→ **Input records**:
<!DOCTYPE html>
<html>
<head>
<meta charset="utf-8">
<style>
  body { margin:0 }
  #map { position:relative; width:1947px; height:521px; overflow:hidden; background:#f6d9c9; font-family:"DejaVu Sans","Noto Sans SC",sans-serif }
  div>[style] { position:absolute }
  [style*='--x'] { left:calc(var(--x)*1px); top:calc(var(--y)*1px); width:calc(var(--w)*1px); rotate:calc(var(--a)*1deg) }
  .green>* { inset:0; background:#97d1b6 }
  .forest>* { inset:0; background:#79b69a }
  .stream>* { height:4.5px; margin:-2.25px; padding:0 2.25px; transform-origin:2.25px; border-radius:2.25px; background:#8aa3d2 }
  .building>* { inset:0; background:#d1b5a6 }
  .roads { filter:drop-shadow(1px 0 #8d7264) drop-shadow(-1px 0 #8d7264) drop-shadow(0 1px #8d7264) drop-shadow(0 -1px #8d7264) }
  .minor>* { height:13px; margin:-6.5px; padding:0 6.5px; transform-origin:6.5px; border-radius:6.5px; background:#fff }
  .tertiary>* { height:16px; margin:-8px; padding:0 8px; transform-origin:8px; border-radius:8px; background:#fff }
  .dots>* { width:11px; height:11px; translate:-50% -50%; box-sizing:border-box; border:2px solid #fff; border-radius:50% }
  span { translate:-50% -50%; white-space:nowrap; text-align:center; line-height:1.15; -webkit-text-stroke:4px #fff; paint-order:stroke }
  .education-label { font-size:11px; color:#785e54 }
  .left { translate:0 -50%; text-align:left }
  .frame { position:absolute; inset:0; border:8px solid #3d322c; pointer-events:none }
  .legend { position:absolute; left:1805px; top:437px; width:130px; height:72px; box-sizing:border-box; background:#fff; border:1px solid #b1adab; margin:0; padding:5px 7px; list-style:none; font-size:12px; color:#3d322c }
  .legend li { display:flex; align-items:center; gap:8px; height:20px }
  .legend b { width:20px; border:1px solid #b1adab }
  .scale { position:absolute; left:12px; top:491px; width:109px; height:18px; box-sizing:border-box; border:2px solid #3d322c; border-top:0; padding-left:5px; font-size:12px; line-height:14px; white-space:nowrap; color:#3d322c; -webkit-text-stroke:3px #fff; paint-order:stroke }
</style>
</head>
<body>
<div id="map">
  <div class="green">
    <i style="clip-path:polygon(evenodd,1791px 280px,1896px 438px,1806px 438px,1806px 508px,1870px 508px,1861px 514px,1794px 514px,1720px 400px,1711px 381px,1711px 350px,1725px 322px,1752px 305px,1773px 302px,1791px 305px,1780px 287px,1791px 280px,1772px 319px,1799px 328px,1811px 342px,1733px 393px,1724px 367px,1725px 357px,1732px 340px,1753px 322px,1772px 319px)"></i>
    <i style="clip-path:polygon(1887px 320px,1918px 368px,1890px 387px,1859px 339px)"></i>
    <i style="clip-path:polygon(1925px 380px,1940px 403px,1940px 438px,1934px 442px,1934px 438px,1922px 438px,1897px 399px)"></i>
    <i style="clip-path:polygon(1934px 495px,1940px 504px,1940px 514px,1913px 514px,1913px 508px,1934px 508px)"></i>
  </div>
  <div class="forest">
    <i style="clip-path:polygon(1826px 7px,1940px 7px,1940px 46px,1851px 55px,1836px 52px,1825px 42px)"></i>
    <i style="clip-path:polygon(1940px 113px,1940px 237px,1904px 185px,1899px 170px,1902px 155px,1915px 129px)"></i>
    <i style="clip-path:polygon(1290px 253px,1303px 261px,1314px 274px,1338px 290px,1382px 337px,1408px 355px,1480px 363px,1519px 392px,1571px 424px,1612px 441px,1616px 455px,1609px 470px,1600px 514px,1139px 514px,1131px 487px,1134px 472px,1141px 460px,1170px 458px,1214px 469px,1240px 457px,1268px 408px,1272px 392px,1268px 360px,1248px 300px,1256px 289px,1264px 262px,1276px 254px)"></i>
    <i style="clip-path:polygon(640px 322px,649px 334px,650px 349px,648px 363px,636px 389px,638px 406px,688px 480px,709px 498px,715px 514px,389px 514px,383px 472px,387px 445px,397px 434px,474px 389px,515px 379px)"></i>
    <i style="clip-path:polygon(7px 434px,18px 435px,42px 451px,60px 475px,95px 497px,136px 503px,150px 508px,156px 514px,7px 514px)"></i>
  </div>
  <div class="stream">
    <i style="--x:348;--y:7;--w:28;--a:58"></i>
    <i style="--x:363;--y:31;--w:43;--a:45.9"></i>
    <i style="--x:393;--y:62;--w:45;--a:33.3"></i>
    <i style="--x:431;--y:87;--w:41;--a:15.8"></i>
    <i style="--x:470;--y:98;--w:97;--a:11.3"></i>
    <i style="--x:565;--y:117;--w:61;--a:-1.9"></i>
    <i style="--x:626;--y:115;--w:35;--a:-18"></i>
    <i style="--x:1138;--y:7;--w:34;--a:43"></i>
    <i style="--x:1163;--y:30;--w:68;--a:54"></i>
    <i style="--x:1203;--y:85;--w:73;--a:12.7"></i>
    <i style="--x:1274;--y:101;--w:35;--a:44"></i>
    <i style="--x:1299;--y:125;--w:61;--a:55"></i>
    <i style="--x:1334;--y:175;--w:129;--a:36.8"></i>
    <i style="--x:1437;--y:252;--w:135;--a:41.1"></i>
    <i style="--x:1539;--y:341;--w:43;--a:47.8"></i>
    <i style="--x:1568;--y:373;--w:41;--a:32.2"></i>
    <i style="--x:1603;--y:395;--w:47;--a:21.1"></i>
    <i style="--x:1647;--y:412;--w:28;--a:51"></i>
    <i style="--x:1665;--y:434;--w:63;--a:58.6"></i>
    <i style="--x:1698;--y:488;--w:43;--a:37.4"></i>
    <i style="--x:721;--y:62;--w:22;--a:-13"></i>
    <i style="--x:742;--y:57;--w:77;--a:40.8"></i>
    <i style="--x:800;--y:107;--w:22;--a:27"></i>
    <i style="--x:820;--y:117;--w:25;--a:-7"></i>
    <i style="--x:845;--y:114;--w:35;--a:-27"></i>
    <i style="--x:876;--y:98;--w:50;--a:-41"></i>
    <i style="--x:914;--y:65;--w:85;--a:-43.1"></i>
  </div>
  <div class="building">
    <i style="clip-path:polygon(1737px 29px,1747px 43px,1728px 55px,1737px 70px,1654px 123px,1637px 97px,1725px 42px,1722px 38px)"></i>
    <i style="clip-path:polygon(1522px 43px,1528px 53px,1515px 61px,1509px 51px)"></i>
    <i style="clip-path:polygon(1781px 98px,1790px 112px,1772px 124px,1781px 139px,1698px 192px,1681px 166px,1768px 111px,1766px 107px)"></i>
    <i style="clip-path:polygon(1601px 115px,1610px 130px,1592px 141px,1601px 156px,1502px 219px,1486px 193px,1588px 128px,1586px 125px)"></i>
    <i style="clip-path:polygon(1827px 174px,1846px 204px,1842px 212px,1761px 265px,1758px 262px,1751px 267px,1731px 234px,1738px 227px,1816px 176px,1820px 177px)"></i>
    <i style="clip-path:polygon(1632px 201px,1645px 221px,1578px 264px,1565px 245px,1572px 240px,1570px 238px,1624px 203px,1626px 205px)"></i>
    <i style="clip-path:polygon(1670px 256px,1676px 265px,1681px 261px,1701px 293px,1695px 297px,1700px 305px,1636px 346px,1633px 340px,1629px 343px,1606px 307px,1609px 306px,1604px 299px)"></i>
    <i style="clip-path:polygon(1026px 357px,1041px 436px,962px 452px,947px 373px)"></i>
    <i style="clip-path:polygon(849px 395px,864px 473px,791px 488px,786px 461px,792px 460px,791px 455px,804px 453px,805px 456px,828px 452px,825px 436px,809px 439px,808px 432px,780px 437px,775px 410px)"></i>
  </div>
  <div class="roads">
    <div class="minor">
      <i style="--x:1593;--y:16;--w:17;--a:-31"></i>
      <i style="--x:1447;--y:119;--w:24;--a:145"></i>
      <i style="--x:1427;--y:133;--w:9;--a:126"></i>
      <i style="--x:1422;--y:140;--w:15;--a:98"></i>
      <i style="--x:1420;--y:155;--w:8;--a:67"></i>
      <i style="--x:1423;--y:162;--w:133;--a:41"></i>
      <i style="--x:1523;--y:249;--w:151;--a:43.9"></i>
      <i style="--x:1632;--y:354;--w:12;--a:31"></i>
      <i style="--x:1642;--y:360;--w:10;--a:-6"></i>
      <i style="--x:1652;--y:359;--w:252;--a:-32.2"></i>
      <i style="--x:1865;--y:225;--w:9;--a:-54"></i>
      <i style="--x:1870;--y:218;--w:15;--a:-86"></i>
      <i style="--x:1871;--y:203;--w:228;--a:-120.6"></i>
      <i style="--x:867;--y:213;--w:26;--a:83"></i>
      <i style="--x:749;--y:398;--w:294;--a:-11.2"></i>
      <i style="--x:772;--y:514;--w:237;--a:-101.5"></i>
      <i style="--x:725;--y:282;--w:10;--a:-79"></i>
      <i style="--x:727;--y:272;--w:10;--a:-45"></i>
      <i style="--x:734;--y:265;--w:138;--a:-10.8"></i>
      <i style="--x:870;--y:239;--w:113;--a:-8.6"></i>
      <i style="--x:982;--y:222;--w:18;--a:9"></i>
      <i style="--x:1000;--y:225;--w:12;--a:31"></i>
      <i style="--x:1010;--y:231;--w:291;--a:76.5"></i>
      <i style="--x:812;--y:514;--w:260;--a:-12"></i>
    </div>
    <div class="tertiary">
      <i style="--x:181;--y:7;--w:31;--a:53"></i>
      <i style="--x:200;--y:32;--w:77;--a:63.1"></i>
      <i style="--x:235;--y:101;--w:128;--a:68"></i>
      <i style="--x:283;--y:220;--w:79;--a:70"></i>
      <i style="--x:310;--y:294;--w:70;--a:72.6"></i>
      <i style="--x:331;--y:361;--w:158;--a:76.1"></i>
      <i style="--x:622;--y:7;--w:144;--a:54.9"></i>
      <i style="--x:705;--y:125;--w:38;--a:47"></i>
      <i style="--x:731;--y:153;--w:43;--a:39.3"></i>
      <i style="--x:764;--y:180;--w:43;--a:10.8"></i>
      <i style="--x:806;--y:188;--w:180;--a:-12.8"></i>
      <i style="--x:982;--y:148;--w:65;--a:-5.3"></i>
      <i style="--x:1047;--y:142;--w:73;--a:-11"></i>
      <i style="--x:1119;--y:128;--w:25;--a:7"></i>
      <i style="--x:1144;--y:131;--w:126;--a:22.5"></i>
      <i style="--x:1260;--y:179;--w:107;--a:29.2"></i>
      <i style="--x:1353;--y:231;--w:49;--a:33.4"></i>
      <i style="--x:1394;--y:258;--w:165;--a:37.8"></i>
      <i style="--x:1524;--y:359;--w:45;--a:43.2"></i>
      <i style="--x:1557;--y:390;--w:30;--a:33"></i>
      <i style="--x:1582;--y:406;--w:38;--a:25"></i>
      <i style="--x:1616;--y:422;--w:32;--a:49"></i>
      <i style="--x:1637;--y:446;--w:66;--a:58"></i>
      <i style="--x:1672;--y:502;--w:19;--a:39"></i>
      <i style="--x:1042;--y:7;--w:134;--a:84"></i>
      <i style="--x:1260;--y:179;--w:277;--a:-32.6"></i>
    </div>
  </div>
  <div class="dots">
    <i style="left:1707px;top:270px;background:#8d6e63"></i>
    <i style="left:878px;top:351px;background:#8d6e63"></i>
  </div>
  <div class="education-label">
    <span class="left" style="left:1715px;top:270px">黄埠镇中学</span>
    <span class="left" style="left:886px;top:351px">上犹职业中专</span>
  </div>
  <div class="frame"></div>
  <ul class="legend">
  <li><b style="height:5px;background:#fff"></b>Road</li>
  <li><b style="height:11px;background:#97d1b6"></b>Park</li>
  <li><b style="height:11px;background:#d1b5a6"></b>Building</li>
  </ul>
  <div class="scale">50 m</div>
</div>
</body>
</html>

→ **What this task involves**:
Report every line of the data above that contains the string "stream" by copying it in full.

→ **Output**:
  .stream>* { height:4.5px; margin:-2.25px; padding:0 2.25px; transform-origin:2.25px; border-radius:2.25px; background:#8aa3d2 }
  <div class="stream">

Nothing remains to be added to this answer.